* _What to do_:
Report every line of the entries that contains the word "serif".

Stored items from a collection
------------
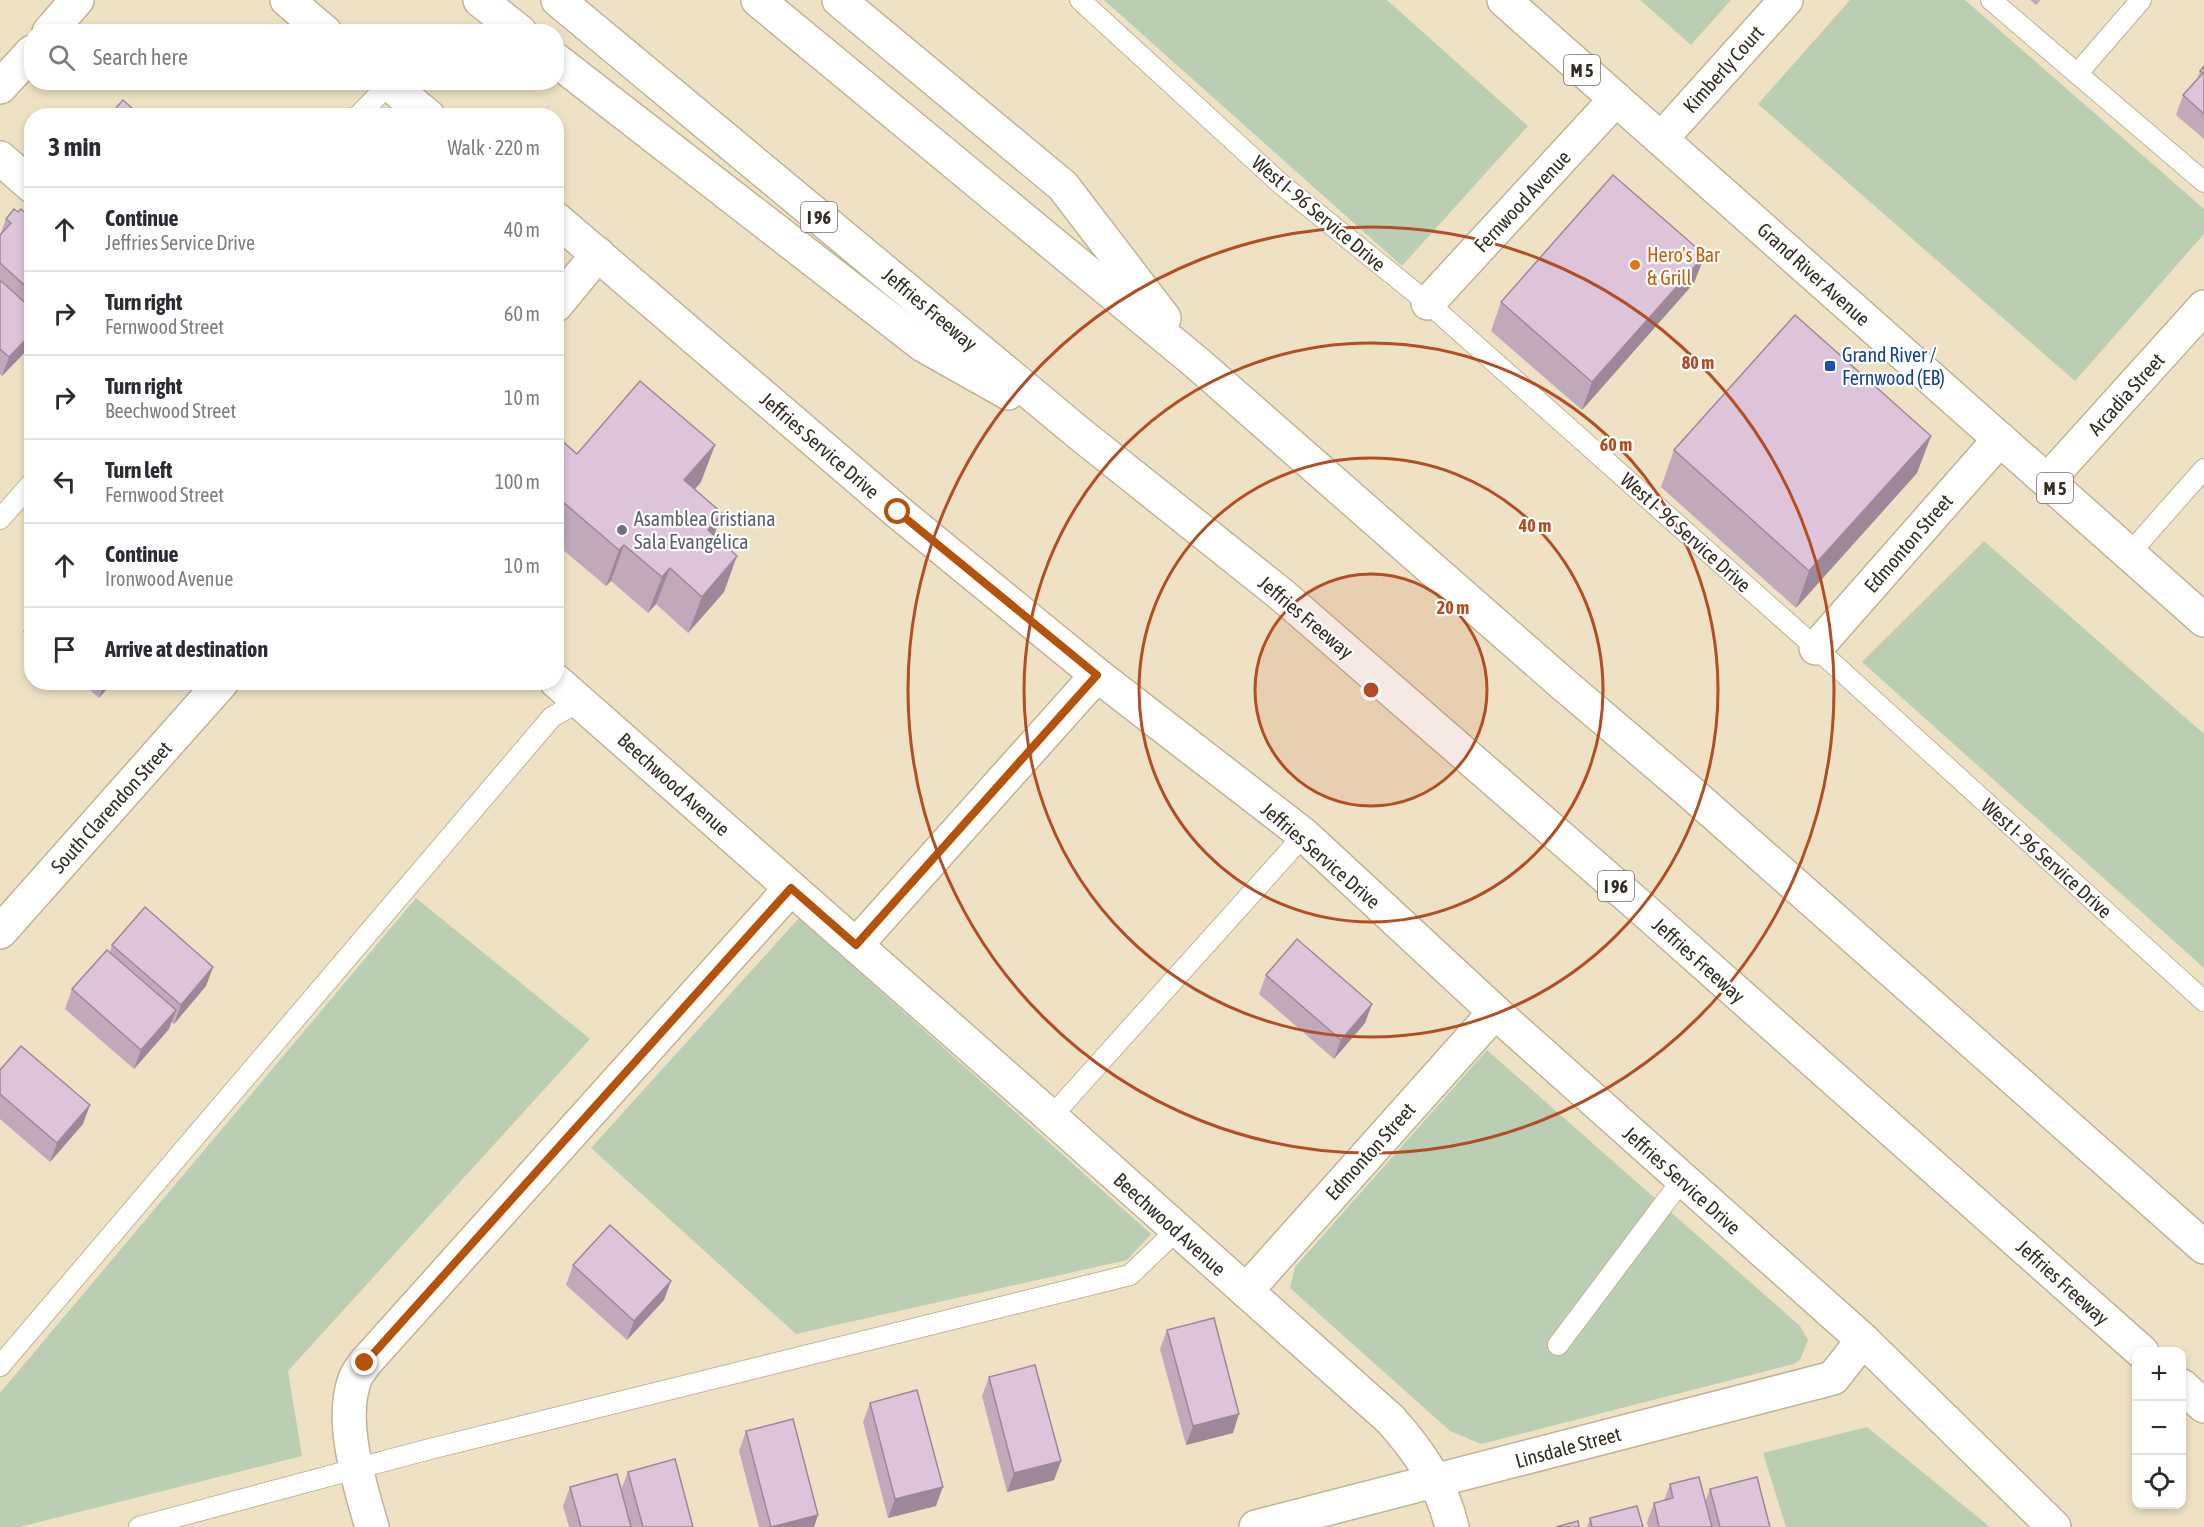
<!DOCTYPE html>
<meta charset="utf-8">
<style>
:root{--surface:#fff;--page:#f2f2f3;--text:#2b2b33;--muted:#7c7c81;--line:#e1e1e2}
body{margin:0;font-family:"Asap Condensed",sans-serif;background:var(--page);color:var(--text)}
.controls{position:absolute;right:18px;bottom:18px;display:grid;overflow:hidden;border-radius:12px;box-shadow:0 3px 9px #0003}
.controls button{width:54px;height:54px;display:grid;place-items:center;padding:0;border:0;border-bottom:2px solid var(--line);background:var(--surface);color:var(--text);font:30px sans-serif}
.stop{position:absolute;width:18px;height:18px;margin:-14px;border:4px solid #b45309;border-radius:50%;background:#fff}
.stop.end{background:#b45309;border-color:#fff;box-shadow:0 2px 6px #0008}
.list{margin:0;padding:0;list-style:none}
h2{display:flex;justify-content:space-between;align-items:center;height:78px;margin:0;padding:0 24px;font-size:26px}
h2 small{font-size:20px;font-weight:400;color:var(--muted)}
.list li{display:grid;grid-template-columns:39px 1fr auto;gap:18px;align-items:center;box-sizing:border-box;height:84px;padding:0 24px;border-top:2px solid var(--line)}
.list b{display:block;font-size:22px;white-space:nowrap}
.list p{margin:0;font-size:20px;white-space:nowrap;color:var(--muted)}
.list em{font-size:20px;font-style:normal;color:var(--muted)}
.icon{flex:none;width:33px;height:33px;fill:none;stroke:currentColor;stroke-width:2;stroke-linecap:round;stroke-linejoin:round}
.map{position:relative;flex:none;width:2204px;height:1527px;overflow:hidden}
.search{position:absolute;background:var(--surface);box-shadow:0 3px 9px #0003;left:24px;top:24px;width:540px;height:66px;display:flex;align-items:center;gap:15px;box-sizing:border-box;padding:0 21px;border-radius:24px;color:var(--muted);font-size:22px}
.panel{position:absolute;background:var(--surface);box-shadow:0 3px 9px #0003;left:24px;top:108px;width:540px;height:582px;border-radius:24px}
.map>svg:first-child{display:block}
.green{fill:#baceb4}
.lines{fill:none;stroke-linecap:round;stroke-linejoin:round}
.lane-casing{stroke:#c0b396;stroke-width:22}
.street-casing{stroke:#c0b396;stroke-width:36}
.secondary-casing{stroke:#c0b396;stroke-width:36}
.primary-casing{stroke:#c0b396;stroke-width:36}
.highway-casing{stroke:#c0b396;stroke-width:36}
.lane{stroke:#fff;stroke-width:20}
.street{stroke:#fff;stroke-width:33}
.secondary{stroke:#fff;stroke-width:33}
.primary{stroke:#fff;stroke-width:33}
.highway{stroke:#fff;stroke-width:33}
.wall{fill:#bfa9bb}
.shaded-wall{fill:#9b8999}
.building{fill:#dec4da;stroke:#9b8999;stroke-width:1.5}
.route{stroke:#b45309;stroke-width:8}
.ring{fill:none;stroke:#b34d23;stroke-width:3}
.food-dot{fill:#e8710a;stroke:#fff;stroke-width:2}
.transit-dot{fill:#1a4fb4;stroke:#fff;stroke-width:2}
.worship-dot{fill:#6b7280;stroke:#fff;stroke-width:2}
.labels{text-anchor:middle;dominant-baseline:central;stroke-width:4.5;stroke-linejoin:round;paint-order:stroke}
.shield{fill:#fff;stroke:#706d65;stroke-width:1.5}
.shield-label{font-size:18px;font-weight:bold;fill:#332e23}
.street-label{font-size:20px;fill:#332e23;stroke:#fff}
.food-label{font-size:20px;fill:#c56008;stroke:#fff;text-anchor:start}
.transit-label{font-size:20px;fill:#164399;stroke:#fff;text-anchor:start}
.worship-label{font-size:20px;fill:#5b616d;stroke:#fff;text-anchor:start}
.centre{fill:#b34d23;stroke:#fff;stroke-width:3}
.ring-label{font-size:18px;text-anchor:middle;font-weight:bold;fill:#b34d23;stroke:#fff;stroke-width:4.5;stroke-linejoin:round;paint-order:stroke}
</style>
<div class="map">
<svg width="2204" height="1527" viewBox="0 0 2204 1527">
<rect width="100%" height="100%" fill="#efe2c4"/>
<!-- green -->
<g class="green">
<path d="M1104,0h283l141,126 -126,140z"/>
<path d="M1640,0h91l-40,45z"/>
<path d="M1850,0h115l239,209v25l-129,147 -317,-277z"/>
<path d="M1984,541l220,193v234l-342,-306z"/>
<path d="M416,898l174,141 -302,332 14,85 -283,71h-19v-134z"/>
<path d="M799,918l352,316 -24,26 -331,74 -205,-186z"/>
<path d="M1487,1050l313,276 8,14 -8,20 -6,4 -313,80 -31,-13 -160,-143 5,-21z"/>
<path d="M1867,1427l123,100h-204l-23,-74z"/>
</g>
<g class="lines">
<defs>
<g id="lane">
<path d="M1080,0l202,185 146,118 388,345 388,353"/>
<path d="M1991,0l213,182"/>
<path d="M2077,74l64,-74"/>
<path d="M358,116l31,-32"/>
<path d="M0,519l32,-36"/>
<path d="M2129,554l75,-85"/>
<path d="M1051,1117l253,-282"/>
<path d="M1558,1345l124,-165"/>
<path d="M0,1366l552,-649 28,-16"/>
<path d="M139,1527l287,-77 704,-175 47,-45"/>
</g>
<g id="street">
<path d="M49,32l28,-32"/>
<path d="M0,87l32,-35"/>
<path d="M1661,139l125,-139"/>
<path d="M0,158l32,28"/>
<path d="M1428,303l188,-204"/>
<path d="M556,305l42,-51"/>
<path d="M2047,481l157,-174"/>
<path d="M1816,648l184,-209"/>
<path d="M556,681l495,436 339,302c29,32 52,66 62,108"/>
<path d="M0,932l222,-250"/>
<path d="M856,945l241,-270"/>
<path d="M1246,1291l249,-279"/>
<path d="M372,1527c-12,-41 -33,-106 -17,-148 2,-6 7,-11 10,-16l426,-475"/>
<path d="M1256,1527l577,-149 30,-38"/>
</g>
<g id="secondary">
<path d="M287,0l38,32"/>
<path d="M387,82l41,34"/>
<path d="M556,219l342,293 199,163 207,160 191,177 368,328 191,187"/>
</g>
<path id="primary" d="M1504,0l700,620"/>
<g id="highway">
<path d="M480,0l40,32"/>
<path d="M558,0l522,434 202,161 355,309 505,448"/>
<path d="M758,0l439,363 365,320 128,109 514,455"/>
<path d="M839,0l224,186 101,132"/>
<path d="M556,60l367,285 85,48"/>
<path d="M2182,1386l22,20"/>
</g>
</defs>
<!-- lane casing -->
<use href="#lane" class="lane-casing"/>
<!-- street casing -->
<use href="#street" class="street-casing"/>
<!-- secondary casing -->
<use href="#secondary" class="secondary-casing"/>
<!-- primary casing -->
<use href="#primary" class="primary-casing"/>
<!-- highway casing -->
<use href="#highway" class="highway-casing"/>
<!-- lane -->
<use href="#lane" class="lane"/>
<!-- street -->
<use href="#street" class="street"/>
<!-- secondary -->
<use href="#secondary" class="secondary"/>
<!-- primary -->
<use href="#primary" class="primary"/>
<!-- highway -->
<use href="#highway" class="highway"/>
</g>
<!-- wall -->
<g class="wall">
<path d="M2030,0h11l-5,5z"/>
<path d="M2204,66v73l-28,-24 7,-20 14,-15 3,-9z"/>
<path d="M18,212l14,7v126l-30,31 -2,-2v-139l6,-16z"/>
<path d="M1694,283l-112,127 -91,-79 10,-29z"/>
<path d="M1931,436l-14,37 -121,135 -135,-121 13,-37z"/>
<path d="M556,443l21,11 124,28 -6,7 27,24 -8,23 10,56 -36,41 -32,-29 -8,9 -37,-32 -5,5 -50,-42z"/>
<path d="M32,610v29l-9,-7 7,-19z"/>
<path d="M81,682h32l-14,16z"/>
<path d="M112,945l101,22 -7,19 -32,38 -3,-2 -2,7 -35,40 -69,-60 7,-20 38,-37z"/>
<path d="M1266,975l106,29 -7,19 -31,36 -75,-65z"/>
<path d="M0,1070l83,54 -33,38 -50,-43z"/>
<path d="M573,1265l91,35 -37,40 -61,-55z"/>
<path d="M1167,1330l66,103 -47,12 -26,-96z"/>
<path d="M989,1377l72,84 -7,19 -47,12 -25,-96z"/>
<path d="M870,1403l66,103 -48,12 -25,-96z"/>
<path d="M746,1431l72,84 -4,12h-55l-20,-76z"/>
<path d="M628,1472l65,55h-124l-6,-21 7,-19 51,3z"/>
<path d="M1670,1484l35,18 5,-13 60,38h-122l-1,-5 7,-19 10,-2z"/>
<path d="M1590,1518l53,9h-56z"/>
</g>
<!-- shaded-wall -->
<g class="shaded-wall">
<path d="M1705,255l-11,28 -112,127 10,-28z"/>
<path d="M32,333v12l-30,31 7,-19z"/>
<path d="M1931,436l-14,37 -121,135 13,-37z"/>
<path d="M715,445l-14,37 -30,34 13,-36z"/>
<path d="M722,513l-13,36 -1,-19z"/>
<path d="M624,545l-13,36 -5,5 13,-36z"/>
<path d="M737,556l-13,36 -36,41 14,-36z"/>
<path d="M670,568l-14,36 -8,9 14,-36z"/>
<path d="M105,682h8l-14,16z"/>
<path d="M213,967l-7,19 -32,38 7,-19z"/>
<path d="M1372,1004l-7,19 -31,36 7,-19z"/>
<path d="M176,1010l-7,19 -35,40 7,-19z"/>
<path d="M90,1105l-7,19 -33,38 7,-19z"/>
<path d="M671,1281l-7,19 -37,40 7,-19z"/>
<path d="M1239,1414l-6,19 -47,12 7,-19z"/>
<path d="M1061,1461l-7,19 -47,12 7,-19z"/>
<path d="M943,1487l-7,19 -48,12 7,-19z"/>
<path d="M818,1515l-4,12h-43z"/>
</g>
<!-- building -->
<g class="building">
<path d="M2204,66v48l-21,-19 20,-22 -3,-2z"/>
<path d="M123,100l18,16h-32z"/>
<path d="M1613,175l92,80 -113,127 -91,-80z"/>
<path d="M14,209l4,3 3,-3 11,10v73l-32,-29v-28l11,-12 -5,-4z"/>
<path d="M0,280l32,29v24l-23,24 -9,-8z"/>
<path d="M1795,315l136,121 -122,135 -135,-121z"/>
<path d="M640,381l75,64 -31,35 38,33 -14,17 29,26 -35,41 -32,-29 -8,9 -38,-32 -5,5 -63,-54v-53l4,-4 17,15z"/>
<path d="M145,907l68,60 -32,38 -69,-60z"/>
<path d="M1297,939l75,65 -31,36 -75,-65z"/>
<path d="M107,950l69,60 -35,40 -69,-61z"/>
<path d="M21,1046l69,59 -33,38 -57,-49v-24z"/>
<path d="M610,1225l61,56 -37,40 -61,-56z"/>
<path d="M1214,1318l25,96 -46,12 -26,-96z"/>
<path d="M1035,1365l26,96 -47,12 -25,-96z"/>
<path d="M917,1390l26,97 -48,12 -25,-96z"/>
<path d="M793,1419l25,96 -47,12 -25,-96z"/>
<path d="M675,1459l18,68h-50l-15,-55z"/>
<path d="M617,1474l14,53h-50l-11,-40z"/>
<path d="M1699,1477l13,50h-53l-5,-24 19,-5 -3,-14z"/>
<path d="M1757,1477l13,50h-50l-10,-38z"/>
<path d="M1637,1506l6,21h-51l-2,-9z"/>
<path d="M1578,1521l1,6h-23z"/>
</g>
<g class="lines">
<!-- route -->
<path class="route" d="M365,1363l426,-475 65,57 241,-270 -199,-163"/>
</g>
<!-- distance rings -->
<circle cx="1371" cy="690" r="116" fill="#b34d23" fill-opacity=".12"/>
<g class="ring">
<circle cx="1371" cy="690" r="116"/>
<circle cx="1371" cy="690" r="232"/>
<circle cx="1371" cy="690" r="347"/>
<circle cx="1371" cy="690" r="463"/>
</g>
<!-- markers -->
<circle class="food-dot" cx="1635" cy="265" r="6"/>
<rect class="transit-dot" x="1824" y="360" width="12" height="12" rx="3"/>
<circle class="worship-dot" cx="622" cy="530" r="6"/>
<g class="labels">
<!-- shield labels -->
<g class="shield">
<rect x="1564" y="55" width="36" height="30" rx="4.5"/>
<rect x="801" y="202" width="36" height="30" rx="4.5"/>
<rect x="2037" y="473" width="36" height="30" rx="4.5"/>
<rect x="1598" y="871" width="36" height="30" rx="4.5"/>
</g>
<g class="shield-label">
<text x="1582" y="70">M 5</text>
<text x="819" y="217">I 96</text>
<text x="2055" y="488">M 5</text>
<text x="1616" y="886">I 96</text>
</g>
<!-- street labels -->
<g class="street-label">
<text transform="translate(1723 69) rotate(-48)">Kimberly Court</text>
<text transform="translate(1522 201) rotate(-47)">Fernwood Avenue</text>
<text transform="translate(1319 213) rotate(40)">West I- 96 Service Drive</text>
<text transform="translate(1814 274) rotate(42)">Grand River Avenue</text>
<text transform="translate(930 309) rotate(40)">Jeffries Freeway</text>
<text transform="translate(2126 394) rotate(-48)">Arcadia Street</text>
<text transform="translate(820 445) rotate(41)">Jeffries Service Drive</text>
<text transform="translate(1686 532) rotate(42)">West I- 96 Service Drive</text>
<text transform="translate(1908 543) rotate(-49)">Edmonton Street</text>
<text transform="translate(1306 617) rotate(40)">Jeffries Freeway</text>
<text transform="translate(674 784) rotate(42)">Beechwood Avenue</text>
<text transform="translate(111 807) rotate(-48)">South Clarendon Street</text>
<text transform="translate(1321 855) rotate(41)">Jeffries Service Drive</text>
<text transform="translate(2047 858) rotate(42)">West I- 96 Service Drive</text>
<text transform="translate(1699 960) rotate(42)">Jeffries Freeway</text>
<text transform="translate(1370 1151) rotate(-48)">Edmonton Street</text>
<text transform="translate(1682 1180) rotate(42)">Jeffries Service Drive</text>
<text transform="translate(1170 1224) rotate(42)">Beechwood Avenue</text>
<text transform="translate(2063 1282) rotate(42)">Jeffries Freeway</text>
<text transform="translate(1568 1447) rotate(-15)">Linsdale Street</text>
</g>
<!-- food labels -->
<g class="food-label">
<text x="1647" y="254">Hero's Bar<tspan x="1647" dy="23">&amp; Grill</tspan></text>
</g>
<!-- transit labels -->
<g class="transit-label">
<text x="1842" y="354">Grand River /<tspan x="1842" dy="23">Fernwood (EB)</tspan></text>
</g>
<!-- worship labels -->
<g class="worship-label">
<text x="634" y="518">Asamblea Cristiana<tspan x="634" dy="23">Sala Evangélica</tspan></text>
</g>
</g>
<circle cx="1371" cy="690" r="9" class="centre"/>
<g class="ring-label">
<text x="1698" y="369">80 m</text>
<text x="1616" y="451">60 m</text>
<text x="1535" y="532">40 m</text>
<text x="1453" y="614">20 m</text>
</g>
</svg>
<div class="controls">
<button>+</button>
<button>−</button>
<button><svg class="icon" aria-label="locate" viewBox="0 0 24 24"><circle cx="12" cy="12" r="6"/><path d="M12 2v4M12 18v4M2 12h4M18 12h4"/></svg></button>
</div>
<div class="stop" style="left:898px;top:512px"></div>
<div class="stop end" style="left:365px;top:1363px"></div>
<div class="search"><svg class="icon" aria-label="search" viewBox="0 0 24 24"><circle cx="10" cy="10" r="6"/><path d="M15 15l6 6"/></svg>Search here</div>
<section class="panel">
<h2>3 min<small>Walk · 220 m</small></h2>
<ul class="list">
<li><svg class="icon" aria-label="ahead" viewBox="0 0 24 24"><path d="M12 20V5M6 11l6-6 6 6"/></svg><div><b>Continue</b><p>Jeffries Service Drive</p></div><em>40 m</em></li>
<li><svg class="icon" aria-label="right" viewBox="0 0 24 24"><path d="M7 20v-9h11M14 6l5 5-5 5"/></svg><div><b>Turn right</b><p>Fernwood Street</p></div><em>60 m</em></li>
<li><svg class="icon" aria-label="right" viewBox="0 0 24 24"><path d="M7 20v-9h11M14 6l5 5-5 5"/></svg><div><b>Turn right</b><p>Beechwood Street</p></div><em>10 m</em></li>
<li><svg class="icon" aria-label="left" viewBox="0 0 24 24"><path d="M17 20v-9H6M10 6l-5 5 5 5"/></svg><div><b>Turn left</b><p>Fernwood Street</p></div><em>100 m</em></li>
<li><svg class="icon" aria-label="ahead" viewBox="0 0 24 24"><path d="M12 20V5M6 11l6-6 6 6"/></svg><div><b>Continue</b><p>Ironwood Avenue</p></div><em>10 m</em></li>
<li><svg class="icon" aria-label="arrive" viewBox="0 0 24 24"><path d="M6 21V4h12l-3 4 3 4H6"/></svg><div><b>Arrive at destination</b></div></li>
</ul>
</section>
</div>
------------
* _Your solution_:
body{margin:0;font-family:"Asap Condensed",sans-serif;background:var(--page);color:var(--text)}
.controls button{width:54px;height:54px;display:grid;place-items:center;padding:0;border:0;border-bottom:2px solid var(--line);background:var(--surface);color:var(--text);font:30px sans-serif}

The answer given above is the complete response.